Un ottimismo ostentato che suona sinistro di fronte alle macerie delle aree devastate al confine con la Siria dove Erdogan è arrivato mercoledì a chiedere, nonostante tutto, «unità e solidarietà».

«Abbiamo mobilitato tutte le nostre risorse. Daremo il nostro sostegno alle famiglie», ha rassicurato l'uomo forte di Ankara, ma il messaggio è un altro e punta a difendere una sola linea, la sua. «Vi chiedo espressamente di non dare un'opportunità ai provocatori», ha scandito.

Poco dopo è arrivata la notizia che Twitter, dove si erano moltiplicate proteste e critiche per i ritardi nei soccorsi, ha smesso di funzionare.

Forti critiche a Erdogan

Proprio sul «social», Kemal Kilicdaroglu, leader del principale partito di opposizione (il Partito popolare repubblicano), si era scagliato contro Erdogan accusandolo di essere «responsabile» della «lenta reazione» nella gestione dei soccorsi e denunciando che il governo non ha mai spiegato dove siano finiti i 4,6 miliardi di dollari (oltre 4,2 miliardi di franchi al cambio attuale) raccolti con la cosiddetta tassa sui terremoti imposta dopo il violento sisma del 1999.

Certo non nella prevenzione dei disastri e nello sviluppo dei servizi di emergenza, ha denunciato a sua volta il giornalista turco Can Dundar, in esilio in Germania, vaticinando la fine politica di Erdogan: «Salito al potere con un terremoto, se ne andrà con un terremoto» che «lo seppellirà tra le macerie».

Fermati dalla polizia in 18 per post «provocatori»

Intanto, a causa di post «provocatori» diciotto persone sono state fermate dalla polizia e cinque sono state arrestate, ha riferito la televisione di stato turca TRT.

E probabilmente non basterà a placare la rabbia della gente il «sostegno» annunciato da Erdogan di circa 500 euro (la medesima somma in franchi) per ciascuna famiglia colpita.

Gli edifici distrutti sono 6444, gli sfollati almeno 300'000. Non si contano le persone che passano la notte accanto a fuochi di fortuna all'aperto, solo una coperta addosso per ripararsi dal gelo, e difficilmente basteranno i resort di lusso di Antalya, Alanya, Mersin, dove il presidente ha promesso di ospitare gli sfollati.

Riaperti i valichi ma i siriani restano senza aiuti

Le autorità e le popolazioni del nordovest siriano, fuori dal controllo del governo centrale e devastato dal terremoto, chiedono a gran voce di ricevere, dal lato turco, aiuti internazionali per far fronte all'emergenza umanitaria.

Ma finora nessun convoglio è entrato in Siria dalla Turchia nonostante tre valichi frontalieri siano stati dichiarati aperti e nonostante le dichiarazioni delle cancellerie occidentali di aver finanziato l'acquisto e l'invio di aiuti.

La situazione rimane estremamente difficile anche nelle aree siriane disastrate ma controllate dal governo.

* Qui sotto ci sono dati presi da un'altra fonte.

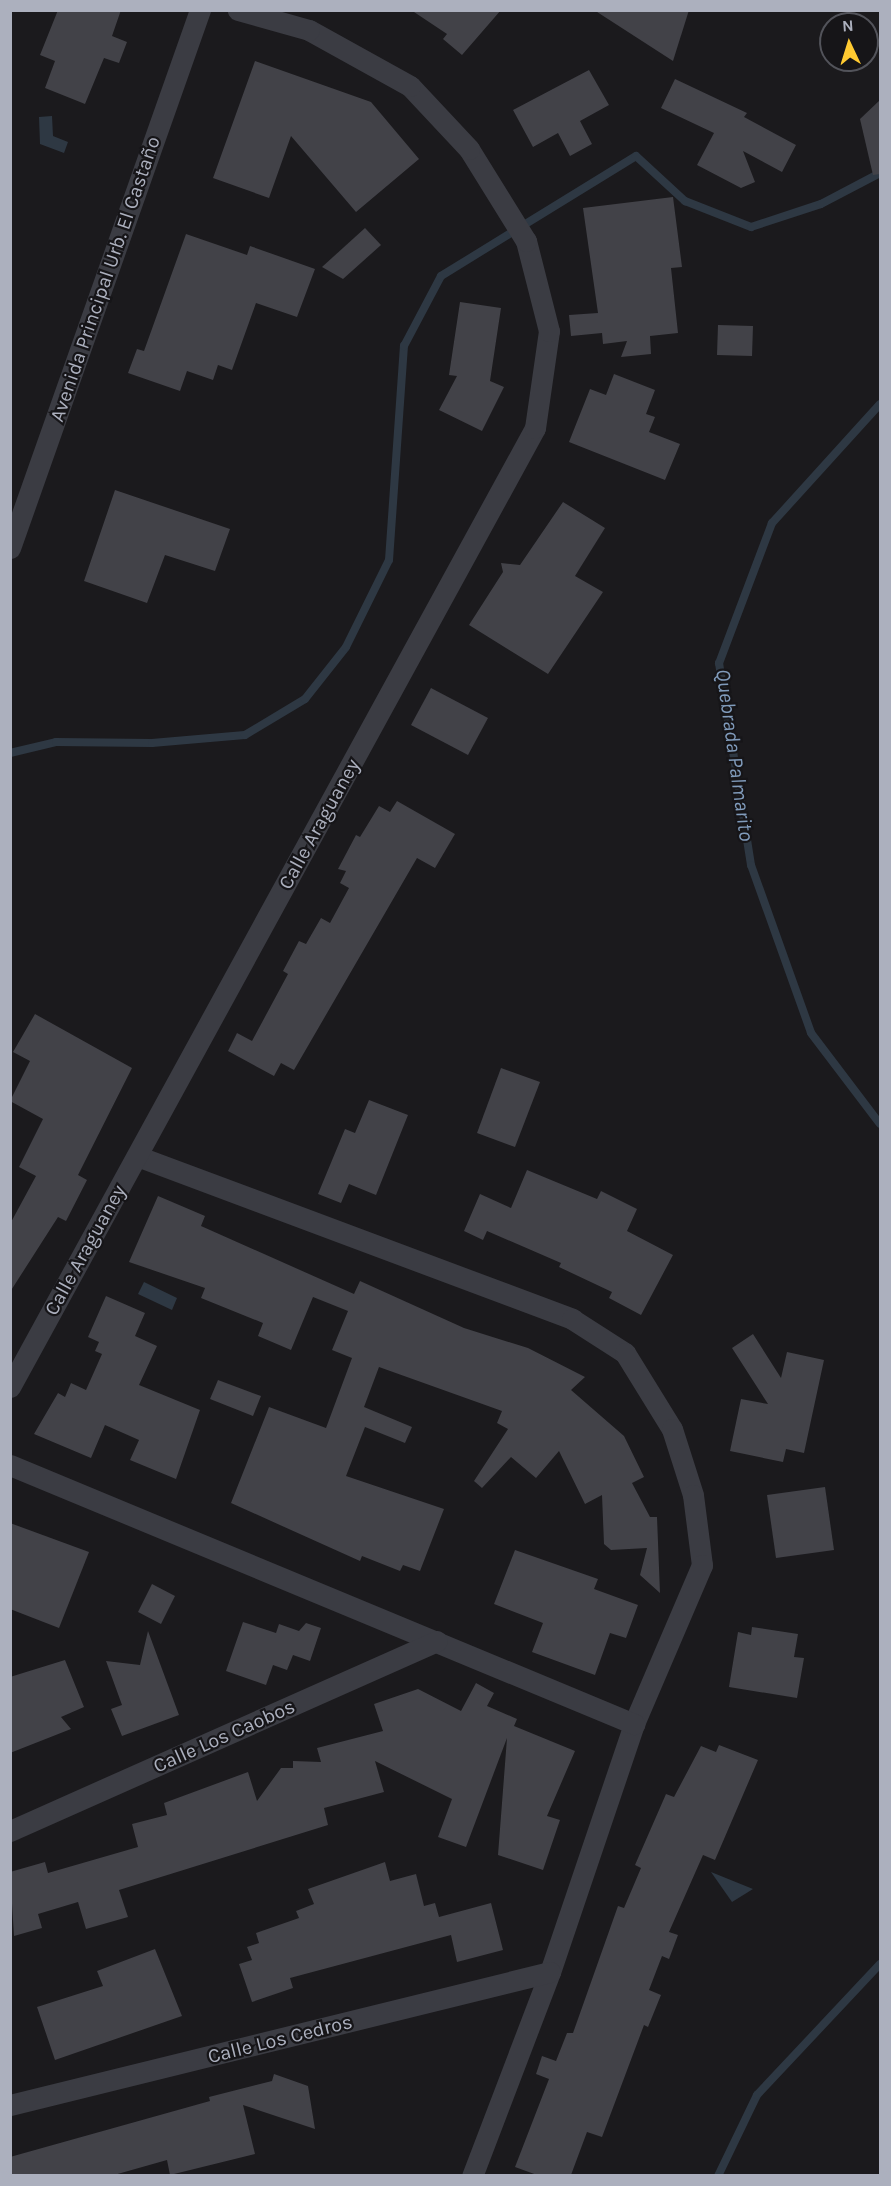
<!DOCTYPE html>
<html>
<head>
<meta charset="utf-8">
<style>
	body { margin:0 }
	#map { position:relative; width:891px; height:2186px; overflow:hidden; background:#1b1a1d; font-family:Karla,sans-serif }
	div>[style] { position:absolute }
	.water>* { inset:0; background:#2e3843 }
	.stream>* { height:8px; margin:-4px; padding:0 4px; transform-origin:4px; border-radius:4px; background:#2e3843 }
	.building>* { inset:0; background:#424248 }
	.street>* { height:21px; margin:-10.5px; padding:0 10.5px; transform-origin:10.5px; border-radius:10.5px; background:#3b3c43 }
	span { translate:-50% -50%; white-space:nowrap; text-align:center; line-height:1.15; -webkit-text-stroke:4.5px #161518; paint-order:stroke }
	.street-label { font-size:20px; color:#acb0be }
	.water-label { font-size:21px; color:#809bbb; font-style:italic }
	.frame { position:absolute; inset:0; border:12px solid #acb0be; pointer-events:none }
	.north { position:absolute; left:819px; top:12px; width:60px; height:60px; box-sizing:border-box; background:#161518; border:2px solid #52535a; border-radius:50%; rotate:356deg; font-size:16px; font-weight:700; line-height:24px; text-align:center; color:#acb0be }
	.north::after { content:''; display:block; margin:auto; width:21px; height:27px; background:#ffca31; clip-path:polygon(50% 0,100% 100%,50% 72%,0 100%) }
</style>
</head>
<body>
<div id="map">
	<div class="water">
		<i style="clip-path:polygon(52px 116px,53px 136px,68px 142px,64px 153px,40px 144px,39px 117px)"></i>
		<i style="clip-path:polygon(144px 1282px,177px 1298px,172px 1310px,138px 1294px)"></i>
		<i style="clip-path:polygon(711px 1872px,753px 1889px,732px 1902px)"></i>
	</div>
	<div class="stream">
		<i style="left:880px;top:404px;width:161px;rotate:132.2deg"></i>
		<i style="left:772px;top:523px;width:150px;rotate:110.7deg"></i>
		<i style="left:719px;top:663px;width:205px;rotate:81deg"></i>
		<i style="left:751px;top:865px;width:178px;rotate:70.3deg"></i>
		<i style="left:811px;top:1033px;width:114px;rotate:52.8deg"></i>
		<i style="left:10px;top:753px;width:47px;rotate:-13.4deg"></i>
		<i style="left:56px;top:742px;width:96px;rotate:0.6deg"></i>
		<i style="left:152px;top:743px;width:93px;rotate:-4.9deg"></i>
		<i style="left:245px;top:735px;width:70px;rotate:-31deg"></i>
		<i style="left:305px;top:699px;width:66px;rotate:-51.7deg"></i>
		<i style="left:346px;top:647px;width:97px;rotate:-63.7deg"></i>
		<i style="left:389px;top:560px;width:215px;rotate:-86deg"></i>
		<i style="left:404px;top:346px;width:79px;rotate:-62.1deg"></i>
		<i style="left:441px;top:276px;width:229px;rotate:-31.6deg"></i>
		<i style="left:636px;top:156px;width:67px;rotate:42.6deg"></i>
		<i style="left:685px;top:201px;width:71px;rotate:21.5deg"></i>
		<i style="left:751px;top:227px;width:74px;rotate:-18.2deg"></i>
		<i style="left:821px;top:204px;width:67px;rotate:-27.7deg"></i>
		<i style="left:718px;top:2176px;width:90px;rotate:-64.3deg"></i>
		<i style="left:757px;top:2095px;width:180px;rotate:-46.8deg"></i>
	</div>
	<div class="building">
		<i style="clip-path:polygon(58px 10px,121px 10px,112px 36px,127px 42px,119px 63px,104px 58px,85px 104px,45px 88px,55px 61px,40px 55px)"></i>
		<i style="clip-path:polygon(411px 10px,501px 10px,462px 55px,443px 39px,447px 34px)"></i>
		<i style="clip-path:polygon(594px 10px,689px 10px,673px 61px)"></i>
		<i style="clip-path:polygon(255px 61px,371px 102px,419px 159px,356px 212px,291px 136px,269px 198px,213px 178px)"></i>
		<i style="clip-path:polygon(589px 70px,609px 105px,580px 121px,592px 144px,570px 156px,558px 133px,533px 147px,513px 110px)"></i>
		<i style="clip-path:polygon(675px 79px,747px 113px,744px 117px,796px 145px,782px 172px,743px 151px,755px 182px,741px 188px,697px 165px,714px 133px,661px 108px)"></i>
		<i style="clip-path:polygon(880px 100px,880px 174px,873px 175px,860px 119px)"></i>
		<i style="clip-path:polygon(673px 197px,682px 267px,671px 268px,678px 333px,650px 336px,651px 354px,621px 357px,627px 341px,603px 344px,602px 333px,571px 336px,569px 315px,598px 313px,583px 208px)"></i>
		<i style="clip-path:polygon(365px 228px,381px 245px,343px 279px,322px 267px)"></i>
		<i style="clip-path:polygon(186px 234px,247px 255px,250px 246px,315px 269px,297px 317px,256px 303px,232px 370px,218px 365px,213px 380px,187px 371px,180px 391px,128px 373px,137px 349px,144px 351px)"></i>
		<i style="clip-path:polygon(460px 302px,501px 308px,490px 381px,504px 387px,482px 431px,439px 410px,457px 376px,449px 375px)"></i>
		<i style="clip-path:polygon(718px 325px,753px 326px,752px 356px,717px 355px)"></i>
		<i style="clip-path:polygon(614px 374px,655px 390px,646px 414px,655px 417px,649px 432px,680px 444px,665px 480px,569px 442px,590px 389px,606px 395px)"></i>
		<i style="clip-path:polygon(115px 490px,230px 529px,215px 571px,165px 555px,147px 603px,84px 581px)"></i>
		<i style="clip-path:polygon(563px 502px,605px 528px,575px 576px,603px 592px,548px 674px,469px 625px,503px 572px,501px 563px,520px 565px)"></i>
		<i style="clip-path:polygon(431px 688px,488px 718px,468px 755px,411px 725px)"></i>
		<i style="clip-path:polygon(397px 801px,455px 834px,435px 868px,417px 858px,294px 1070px,281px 1063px,274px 1076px,228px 1051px,237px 1033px,252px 1041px,288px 974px,283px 971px,299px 941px,306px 944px,321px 918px,330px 923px,349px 888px,340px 883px,346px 871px,338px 869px,356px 835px,360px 837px,379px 806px,390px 812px)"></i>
		<i style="clip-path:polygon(35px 1014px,132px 1068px,78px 1175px,87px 1180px,66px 1221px,58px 1217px,10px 1292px,10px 1224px,36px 1176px,19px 1167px,43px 1119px,10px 1101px,30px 1061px,13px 1052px)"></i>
		<i style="clip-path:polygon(501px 1068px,540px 1082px,515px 1147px,477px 1133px)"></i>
		<i style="clip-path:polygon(369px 1100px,408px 1115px,376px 1195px,349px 1184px,341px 1203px,318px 1194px,345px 1129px,355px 1133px)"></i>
		<i style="clip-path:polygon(527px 1170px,597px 1199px,601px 1191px,637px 1209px,627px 1231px,673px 1255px,641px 1315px,609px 1298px,612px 1292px,559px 1267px,561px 1263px,487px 1231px,483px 1240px,464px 1231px,480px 1194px,511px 1208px)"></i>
		<i style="clip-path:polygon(158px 1196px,205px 1216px,201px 1226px,354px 1294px,360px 1281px,464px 1328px,528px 1348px,585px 1377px,571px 1390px,624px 1436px,644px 1477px,632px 1483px,650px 1517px,657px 1517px,660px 1593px,640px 1575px,647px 1548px,611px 1550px,604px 1544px,602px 1495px,585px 1504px,559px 1451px,536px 1478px,511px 1457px,482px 1488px,474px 1481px,508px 1429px,497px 1423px,502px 1411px,379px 1367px,364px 1407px,412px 1427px,405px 1443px,365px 1427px,346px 1476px,444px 1509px,420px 1571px,403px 1565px,400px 1571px,362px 1556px,360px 1561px,231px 1503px,269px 1407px,326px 1428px,352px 1358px,332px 1350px,348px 1311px,313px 1297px,291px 1350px,258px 1336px,263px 1323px,201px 1298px,205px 1288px,129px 1262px)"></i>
		<i style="clip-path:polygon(106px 1296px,145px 1313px,135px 1336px,157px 1346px,139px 1385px,200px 1410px,176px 1479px,130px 1460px,139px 1440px,105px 1425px,91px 1458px,34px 1434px,58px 1393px,65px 1397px,71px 1383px,86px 1390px,102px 1354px,95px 1351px,99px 1342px,88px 1337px)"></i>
		<i style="clip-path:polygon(753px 1334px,781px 1378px,787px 1352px,824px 1360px,804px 1453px,786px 1449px,783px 1462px,730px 1451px,741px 1399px,768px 1404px,732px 1348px)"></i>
		<i style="clip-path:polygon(218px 1380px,261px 1396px,253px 1416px,210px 1399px)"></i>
		<i style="clip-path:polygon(825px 1487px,834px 1550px,776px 1558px,767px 1495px)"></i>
		<i style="clip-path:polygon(10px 1523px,89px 1552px,59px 1628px,10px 1609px)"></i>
		<i style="clip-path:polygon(515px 1550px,598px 1579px,594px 1589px,638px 1605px,626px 1638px,610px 1633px,595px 1675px,532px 1652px,543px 1623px,494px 1604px)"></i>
		<i style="clip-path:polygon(152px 1584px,175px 1596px,161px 1624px,138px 1612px)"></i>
		<i style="clip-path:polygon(243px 1622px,276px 1633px,279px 1624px,299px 1631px,306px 1623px,321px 1628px,310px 1661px,293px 1655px,287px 1670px,273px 1665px,266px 1685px,226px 1671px)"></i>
		<i style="clip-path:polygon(752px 1627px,798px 1634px,794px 1657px,804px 1658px,797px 1698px,729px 1687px,738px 1632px,751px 1635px)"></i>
		<i style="clip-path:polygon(148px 1631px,179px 1715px,122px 1736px,111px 1709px,122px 1705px,106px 1661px,140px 1665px)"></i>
		<i style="clip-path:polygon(65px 1660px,84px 1707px,61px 1717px,71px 1729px,10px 1753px,10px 1677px)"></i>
		<i style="clip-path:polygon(476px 1683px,494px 1693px,487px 1706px,517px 1719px,514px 1726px,575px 1751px,547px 1816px,560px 1820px,543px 1870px,498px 1855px,507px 1738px,466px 1847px,438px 1837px,452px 1799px,375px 1761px,384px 1792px,324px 1808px,328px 1825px,119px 1890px,128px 1917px,86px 1929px,78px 1902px,38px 1914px,42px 1928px,14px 1936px,10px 1872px,45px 1862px,48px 1873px,138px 1847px,132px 1824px,167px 1815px,164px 1803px,248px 1772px,257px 1801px,281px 1768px,293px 1768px,293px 1761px,321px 1762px,317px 1748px,383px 1731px,374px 1704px,418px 1689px,461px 1711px)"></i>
		<i style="clip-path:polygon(719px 1745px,758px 1760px,715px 1860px,703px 1855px,669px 1932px,678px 1935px,669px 1959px,662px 1956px,649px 1990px,661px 1995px,648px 2027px,644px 2025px,602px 2137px,587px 2132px,571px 2175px,537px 2175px,515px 2167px,549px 2079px,536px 2074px,542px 2056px,556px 2061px,567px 2033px,573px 2033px,618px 1906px,624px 1908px,641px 1868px,635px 1865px,666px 1794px,674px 1797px,701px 1746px,716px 1752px)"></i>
		<i style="clip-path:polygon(385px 1862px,390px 1881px,416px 1874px,424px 1906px,435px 1903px,439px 1917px,491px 1903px,503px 1950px,457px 1962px,451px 1935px,290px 1978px,293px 1988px,252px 2002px,239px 1964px,252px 1960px,247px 1947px,259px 1943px,256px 1933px,299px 1918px,296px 1911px,314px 1904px,308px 1889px)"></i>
		<i style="clip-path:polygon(155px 1949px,182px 2016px,55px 2060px,37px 2007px,103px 1986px,97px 1971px)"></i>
		<i style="clip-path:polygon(274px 2074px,308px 2086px,315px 2129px,243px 2105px,255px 2154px,170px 2175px,167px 2160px,114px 2175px,10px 2175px,10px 2157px,210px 2101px,209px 2097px,272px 2081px)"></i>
	</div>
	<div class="street">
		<i style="left:10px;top:548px;width:571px;rotate:-70.55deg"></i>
		<i style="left:137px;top:1156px;width:465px;rotate:20.5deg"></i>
		<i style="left:572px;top:1319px;width:63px;rotate:32.7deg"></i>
		<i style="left:625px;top:1353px;width:89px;rotate:58.3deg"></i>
		<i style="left:672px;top:1429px;width:69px;rotate:72.3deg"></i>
		<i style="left:693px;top:1495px;width:71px;rotate:82.7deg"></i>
		<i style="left:702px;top:1565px;width:173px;rotate:113.2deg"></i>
		<i style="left:634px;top:1724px;width:262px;rotate:108.7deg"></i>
		<i style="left:550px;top:1972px;width:218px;rotate:110.9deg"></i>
		<i style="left:10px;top:1387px;width:1093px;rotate:-61.3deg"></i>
		<i style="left:535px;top:428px;width:98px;rotate:-81.8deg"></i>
		<i style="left:549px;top:331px;width:93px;rotate:-104.3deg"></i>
		<i style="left:526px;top:241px;width:108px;rotate:-121.8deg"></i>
		<i style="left:469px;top:149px;width:86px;rotate:-133.1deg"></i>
		<i style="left:410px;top:86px;width:115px;rotate:-151deg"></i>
		<i style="left:309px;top:30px;width:74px;rotate:-164.3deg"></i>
		<i style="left:10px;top:1465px;width:676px;rotate:22.54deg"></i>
		<i style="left:10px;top:1831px;width:467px;rotate:-24deg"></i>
		<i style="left:10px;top:2105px;width:556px;rotate:-13.84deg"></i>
	</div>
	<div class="street-label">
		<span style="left:105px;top:279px;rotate:-71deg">Avenida Principal Urb. El Castaño</span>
		<span style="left:319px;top:824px;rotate:-61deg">Calle Araguaney</span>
		<span style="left:85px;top:1250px;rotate:-61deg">Calle Araguaney</span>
		<span style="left:224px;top:1736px;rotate:-24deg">Calle Los Caobos</span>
		<span style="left:280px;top:2039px;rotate:-14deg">Calle Los Cedros</span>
	</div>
	<div class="water-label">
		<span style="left:735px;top:755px;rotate:82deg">Quebrada Palmarito</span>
	</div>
	<div class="frame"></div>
	<div class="north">N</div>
</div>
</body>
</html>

Nonostante l'arrivo, all'aeroporto di Damasco, di aiuti da parte di numerosi paesi, la macchina dei soccorsi interna procede con mille ostacoli dovuti alla carenza di mezzi di uno Stato travolto da dodici anni di conflitto armato, afflitto da sanzioni occidentali e da una crisi economica senza precedenti nella sua storia.

Polemica anche in Siria

Ad Aleppo si rischia un'epidemia di colera, ha avvertito la Fondazione italiana Avsi, impegnata nella cooperazione allo sviluppo.

E parte anche la polemica internazionale sull'impatto delle sanzioni imposte nel 2011 contro il regime di Bashar al-Assad che impedirebbero o rallenterebbero la consegna di aiuti.

«Respingo categoricamente l'accusa che le sanzioni possano aver alcun impatto sugli aiuti», ha detto il commissario europeo per la gestione delle crisi Janez Lenarcic rispondendo indirettamente anche al nunzio apostolico, il cardinale Mario Zenari, secondo cui «questa prova così tragica sarà un test, una prova di umanità sia per la Siria sia per la comunità internazionale».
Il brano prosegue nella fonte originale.